__Directions for this task__
Exact copies of all the lines below are required, with the pictures omitted.

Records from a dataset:

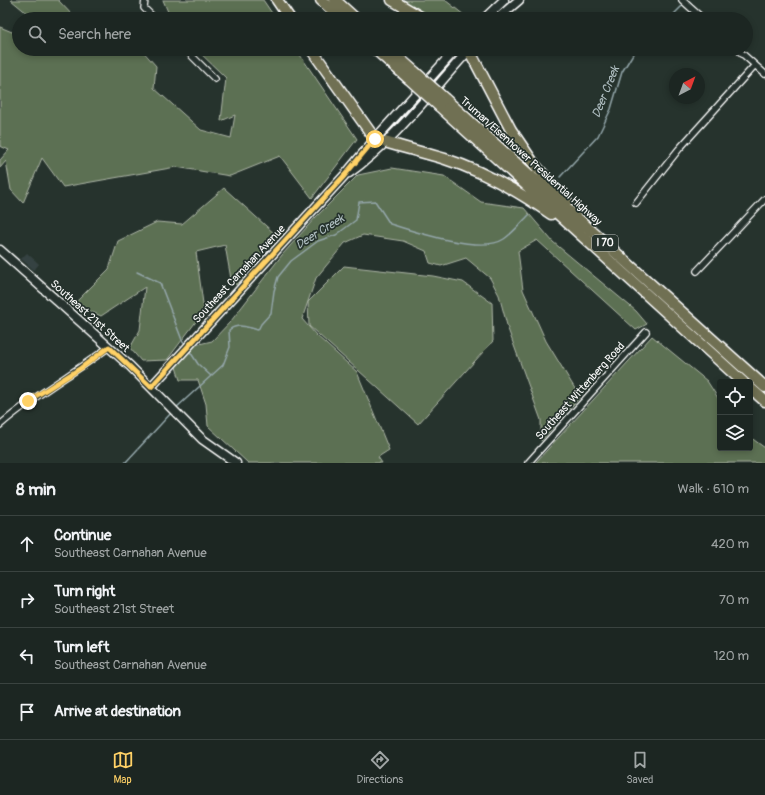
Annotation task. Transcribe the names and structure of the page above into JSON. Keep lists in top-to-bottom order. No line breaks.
{"streets":{"highway":["Truman/Eisenhower Presidential Highway","I 70"],"street":["Southeast Carnahan Avenue","Southeast 21st Street","Southeast Wittenberg Road"]},"crossings":[["Southeast Carnahan Avenue","Southeast 21st Street"]],"water":["Deer Creek"],"north":"top right","page":{"search":"Search here","heading":["8 min","Walk · 610 m"],"list":[["Continue","Southeast Carnahan Avenue","420 m"],["Turn right","Southeast 21st Street","70 m"],["Turn left","Southeast Carnahan Avenue","120 m"],"Arrive at destination"],"nav":["Map","Directions","Saved"]}}
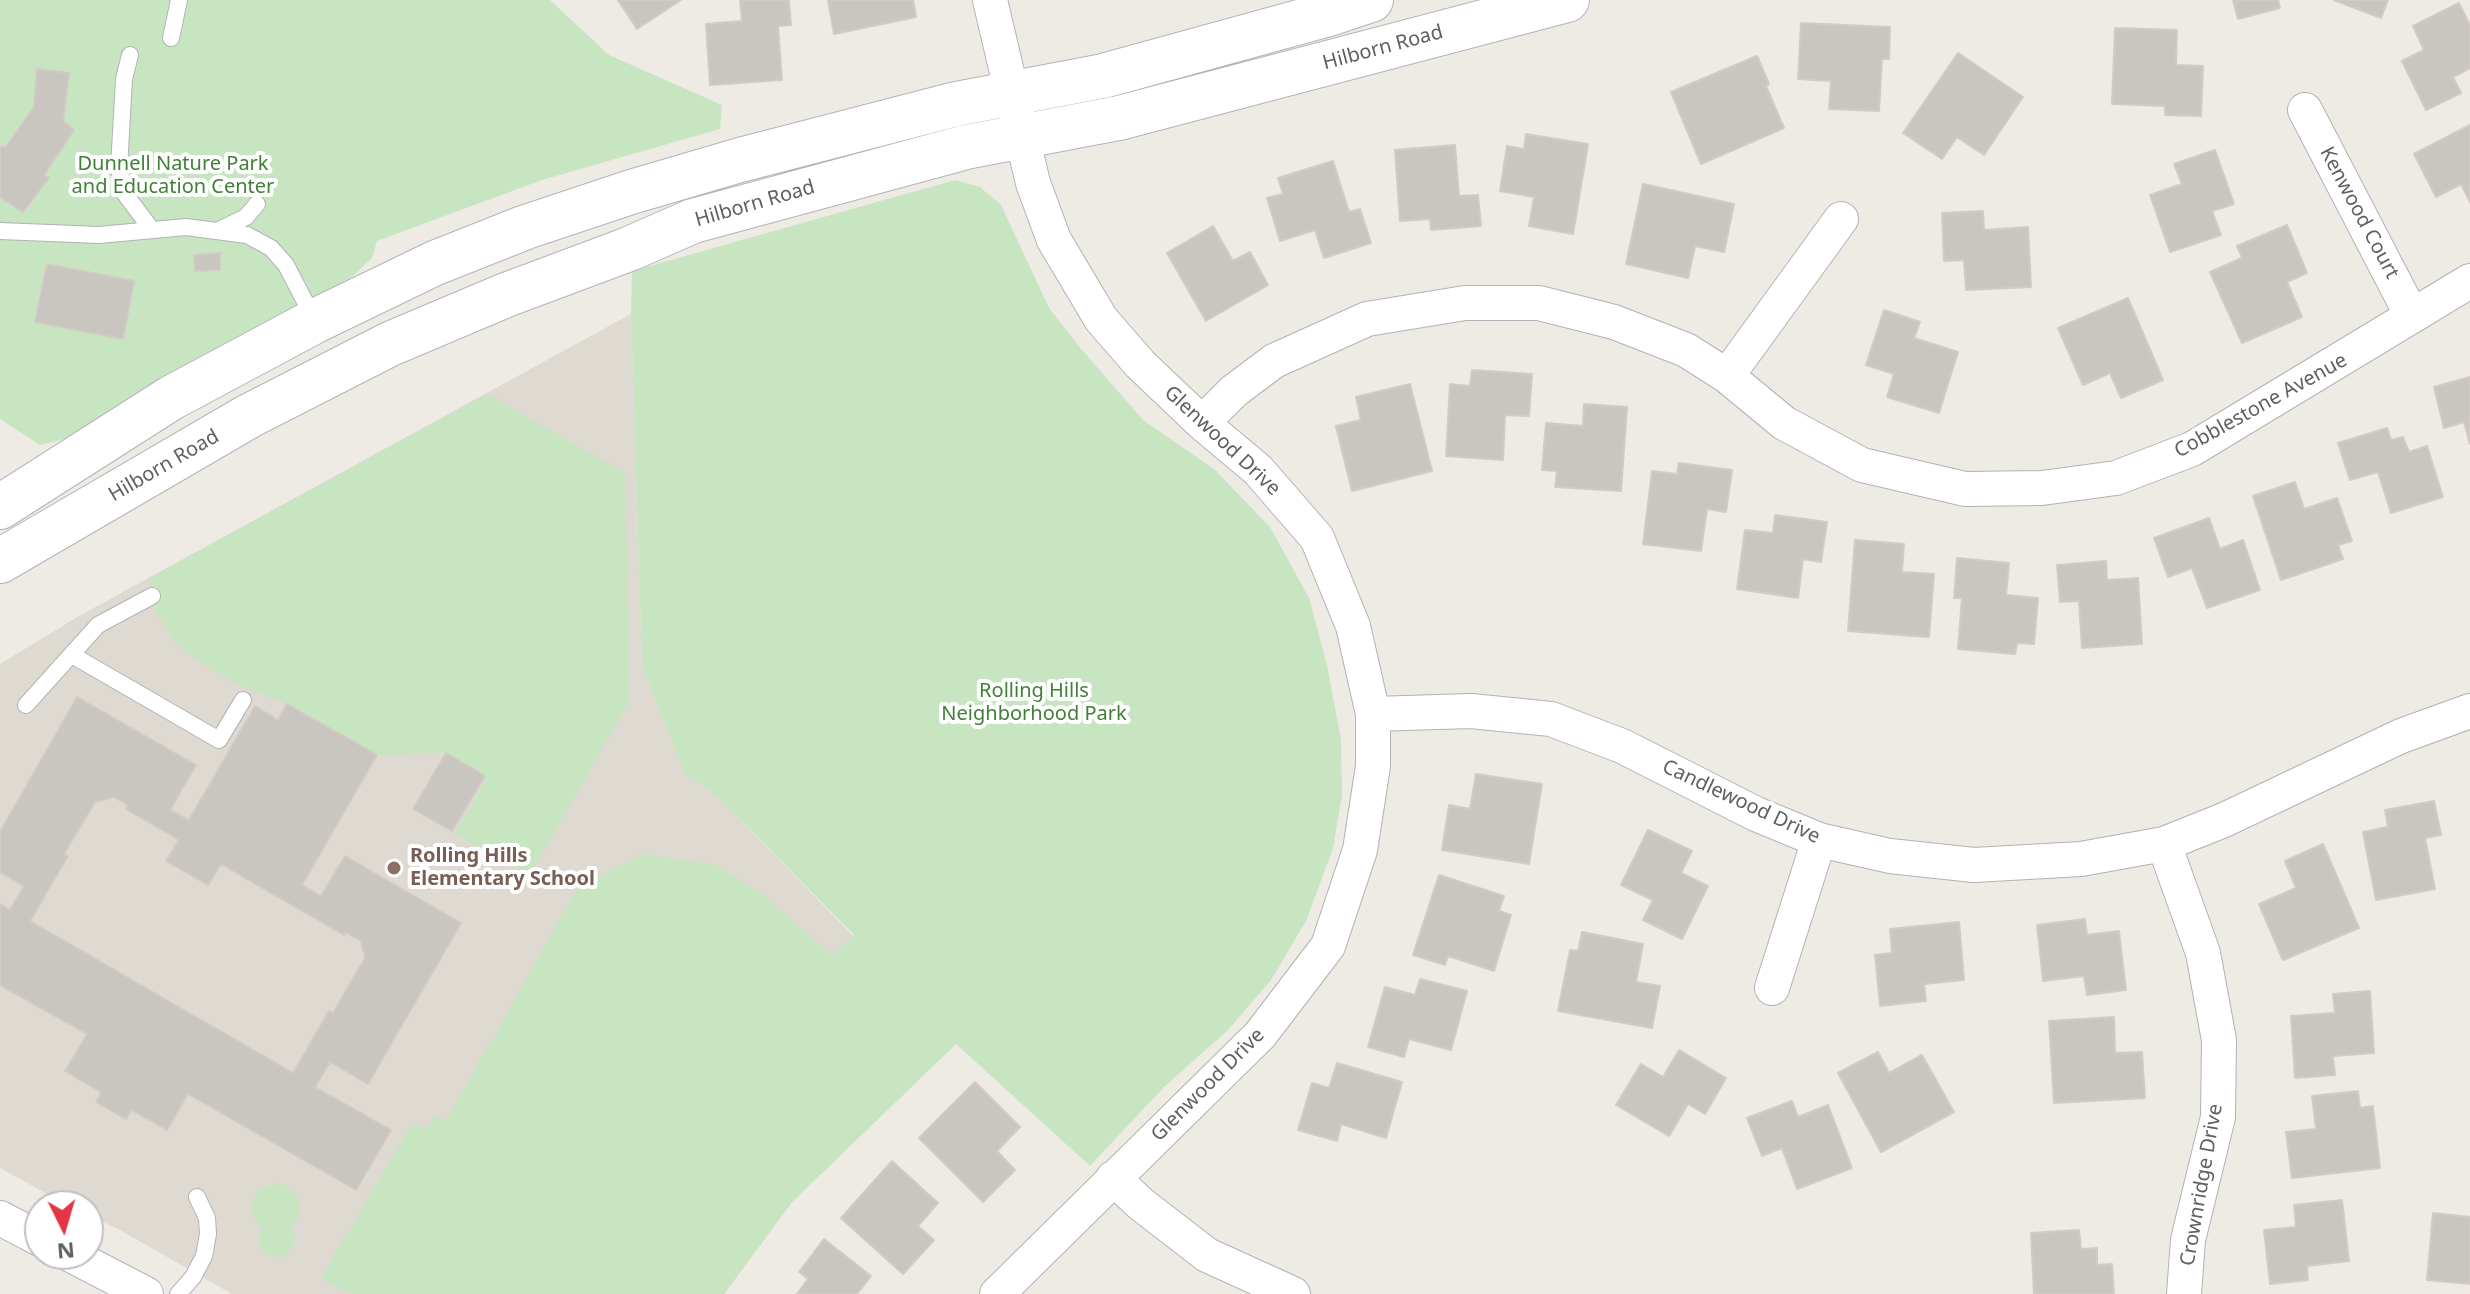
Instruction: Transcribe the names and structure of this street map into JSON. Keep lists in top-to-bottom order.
{
  "streets": {
    "street": [
      "Hilborn Road",
      "Kenwood Court",
      "Cobblestone Avenue",
      "Glenwood Drive",
      "Candlewood Drive",
      "Crownridge Drive"
    ]
  },
  "crossings": [
    ["Hilborn Road", "Glenwood Drive"],
    ["Kenwood Court", "Cobblestone Avenue"],
    ["Cobblestone Avenue", "Glenwood Drive"],
    ["Glenwood Drive", "Candlewood Drive"],
    ["Candlewood Drive", "Crownridge Drive"]
  ],
  "parks": ["Dunnell Nature Park and Education Center", "Rolling Hills Neighborhood Park"],
  "places": ["Rolling Hills Elementary School"],
  "north": "bottom"
}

__Answer space__
Annotation task. Transcribe the names and structure of the page above into JSON. Keep lists in top-to-bottom order. No line breaks.
{"streets":{"highway":["Truman/Eisenhower Presidential Highway","I 70"],"street":["Southeast Carnahan Avenue","Southeast 21st Street","Southeast Wittenberg Road"]},"crossings":[["Southeast Carnahan Avenue","Southeast 21st Street"]],"water":["Deer Creek"],"north":"top right","page":{"search":"Search here","heading":["8 min","Walk · 610 m"],"list":[["Continue","Southeast Carnahan Avenue","420 m"],["Turn right","Southeast 21st Street","70 m"],["Turn left","Southeast Carnahan Avenue","120 m"],"Arrive at destination"],"nav":["Map","Directions","Saved"]}}
Instruction: Transcribe the names and structure of this street map into JSON. Keep lists in top-to-bottom order.
{
  "streets": {
    "street": [
      "Hilborn Road",
      "Kenwood Court",
      "Cobblestone Avenue",
      "Glenwood Drive",
      "Candlewood Drive",
      "Crownridge Drive"
    ]
  },
  "crossings": [
    ["Hilborn Road", "Glenwood Drive"],
    ["Kenwood Court", "Cobblestone Avenue"],
    ["Cobblestone Avenue", "Glenwood Drive"],
    ["Glenwood Drive", "Candlewood Drive"],
    ["Candlewood Drive", "Crownridge Drive"]
  ],
  "parks": ["Dunnell Nature Park and Education Center", "Rolling Hills Neighborhood Park"],
  "places": ["Rolling Hills Elementary School"],
  "north": "bottom"
}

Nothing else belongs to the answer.